An implementation of HAN (Hierarchical Attention Networks for Document Classification) in PyTorch.
Basic setup.
git clone https://github.com/yusanshi/HAN
cd HAN
pip3 install -r requirements.txt
Download and preprocess the data.
mkdir data && cd data
# Download GloVe pre-trained word embedding
wget https://nlp.stanford.edu/data/glove.840B.300d.zip
sudo apt install unzip
unzip glove.840B.300d.zip -d glove
rm glove.840B.300d.zip
# Download MIND-small dataset
# By downloading the dataset, you agree to the [Microsoft Research License Terms](https://go.microsoft.com/fwlink/?LinkID=206977). For more detail about the dataset, see https://msnews.github.io/.

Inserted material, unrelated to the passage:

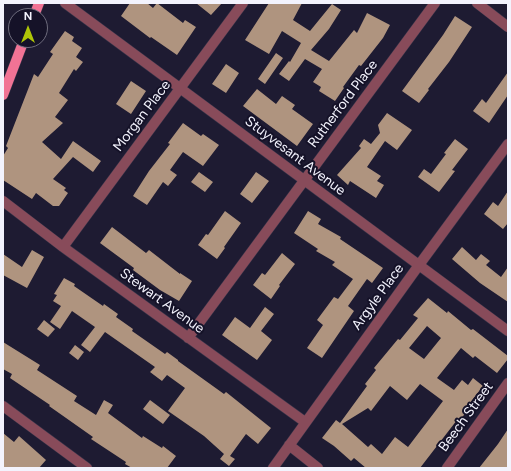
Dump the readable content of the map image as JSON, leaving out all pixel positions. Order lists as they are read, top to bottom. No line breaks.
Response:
{"streets":{"street":["Rutherford Place","Morgan Place","Stuyvesant Avenue","Argyle Place","Stewart Avenue","Beech Street"]},"crossings":[["Rutherford Place","Stuyvesant Avenue"],["Rutherford Place","Stewart Avenue"],["Morgan Place","Stuyvesant Avenue"],["Morgan Place","Stewart Avenue"],["Stuyvesant Avenue","Argyle Place"],["Argyle Place","Stewart Avenue"]],"north":"top"}
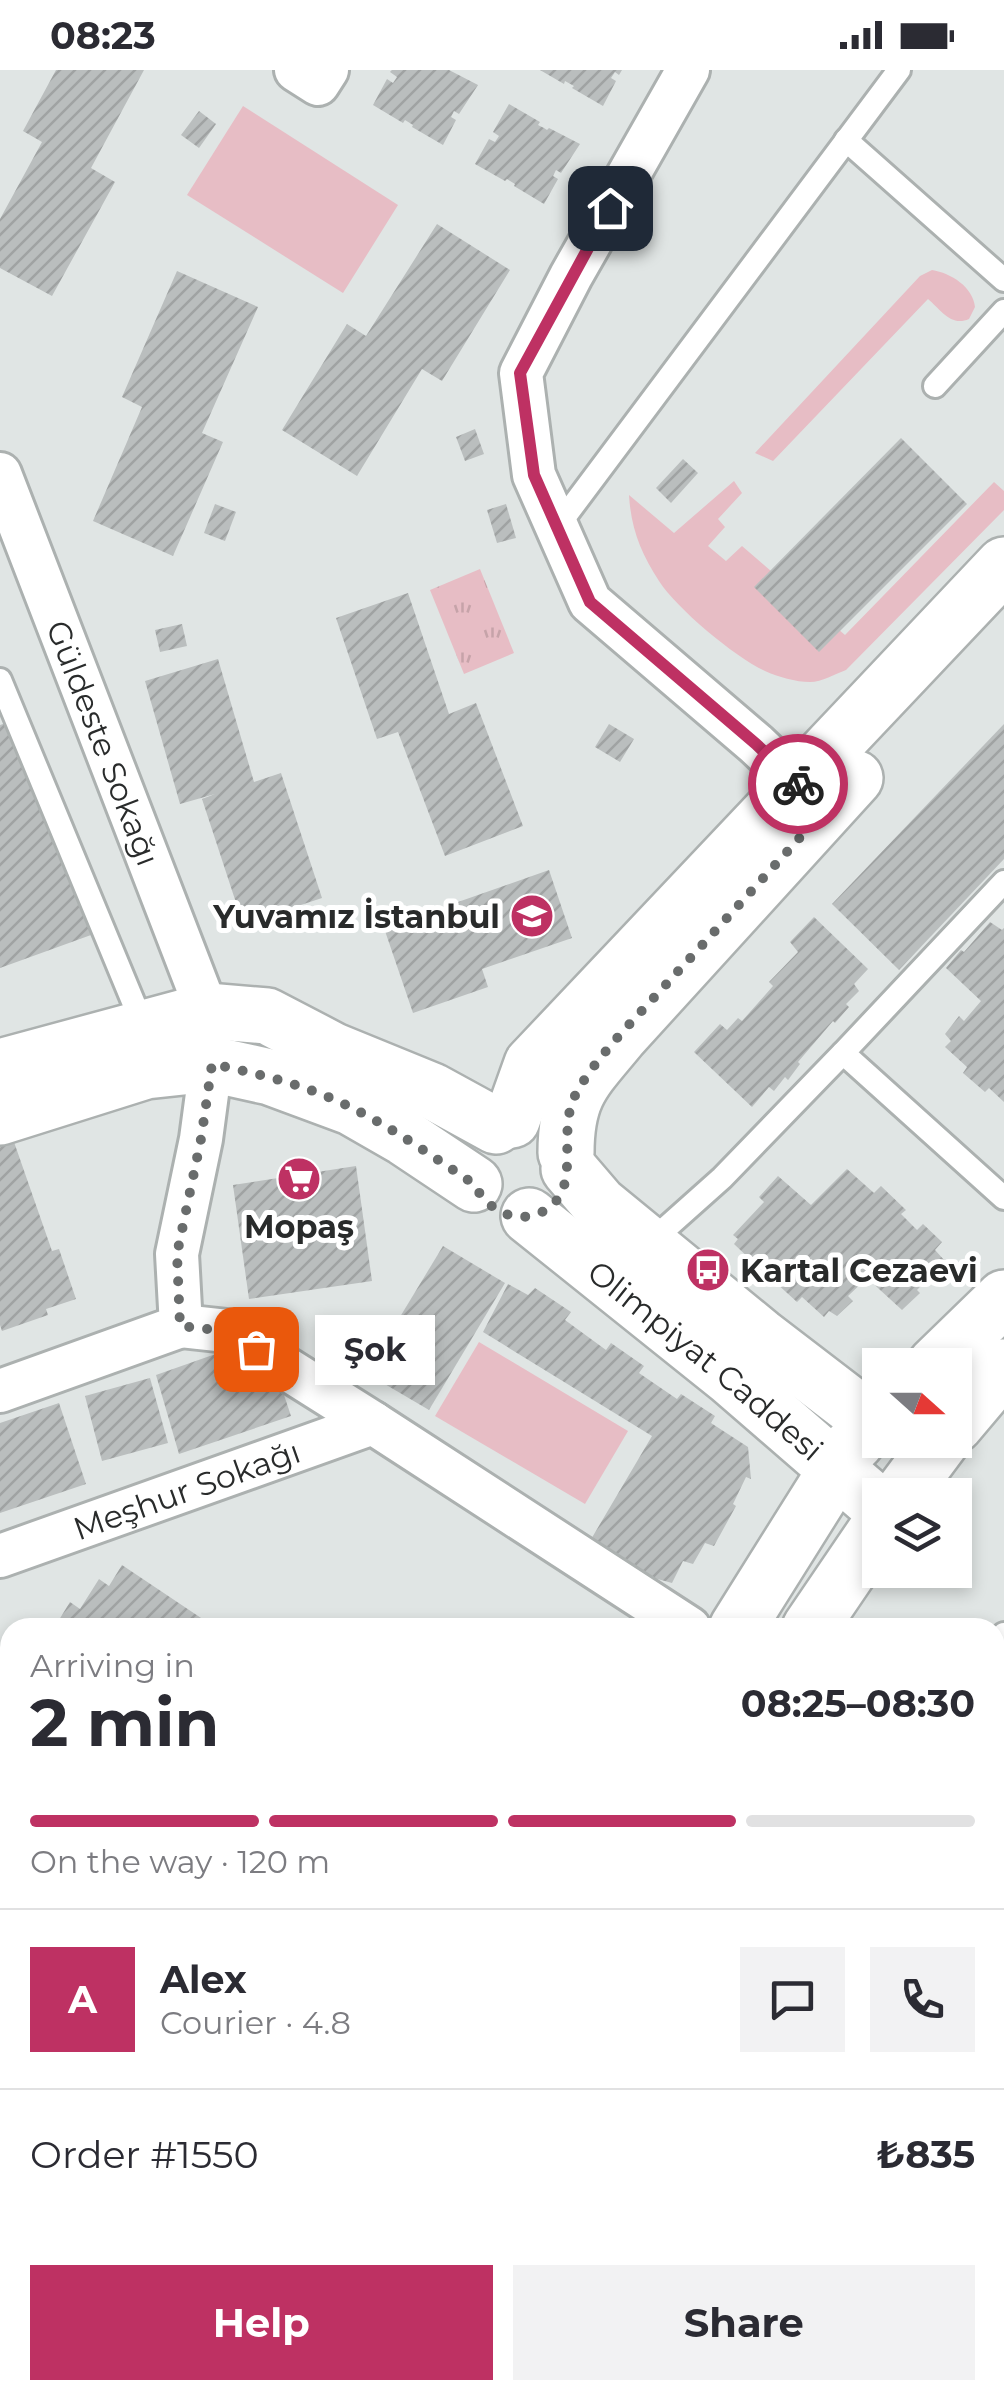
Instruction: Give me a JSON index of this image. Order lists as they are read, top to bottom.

wget https://mind201910small.blob.core.windows.net/release/MINDsmall_train.zip https://mind201910small.blob.core.windows.net/release/MINDsmall_dev.zip
mkdir MIND
unzip MINDsmall_train.zip -d MIND/train
unzip MINDsmall_dev.zip -d MIND/val
rm MINDsmall_*.zip
sort -u MIND/train/news.tsv MIND/val/news.tsv -o news_merged.tsv
# Split it
shuf news_merged.tsv -o news_shuffled.tsv
split -l $[ $(wc -l news_shuffled.tsv | cut -d" " -f1) * 80 / 100 ] news_shuffled.tsv
mkdir train
mv xaa train/news_split.tsv
mkdir test
mv xab test/news_split.tsv
# Preprocess data into appropriate format
cd ..
python3 src/data_preprocess.py
# Remember you shoud modify `num_*` in `src/config.py` by the output of `src/data_preprocess.py`
Run.
# Train and save checkpoint into `checkpoint/` directory
python3 src/train.py
# Load latest checkpoint and evaluate on the test set
python3 src/evaluate.py
# or
chmod +x run.sh
./run.sh
You can visualize metrics with TensorBoard.
tensorboard --logdir=runs
Tip: by adding
REMARK
environment variable, you can make the runs name in TensorBoard more meaningful. For example,REMARK=learning_rate-0.001 python3 src/train.py
.
TODO
- Dataset by MIcrosoft News Dataset (MIND), see https://msnews.github.io/.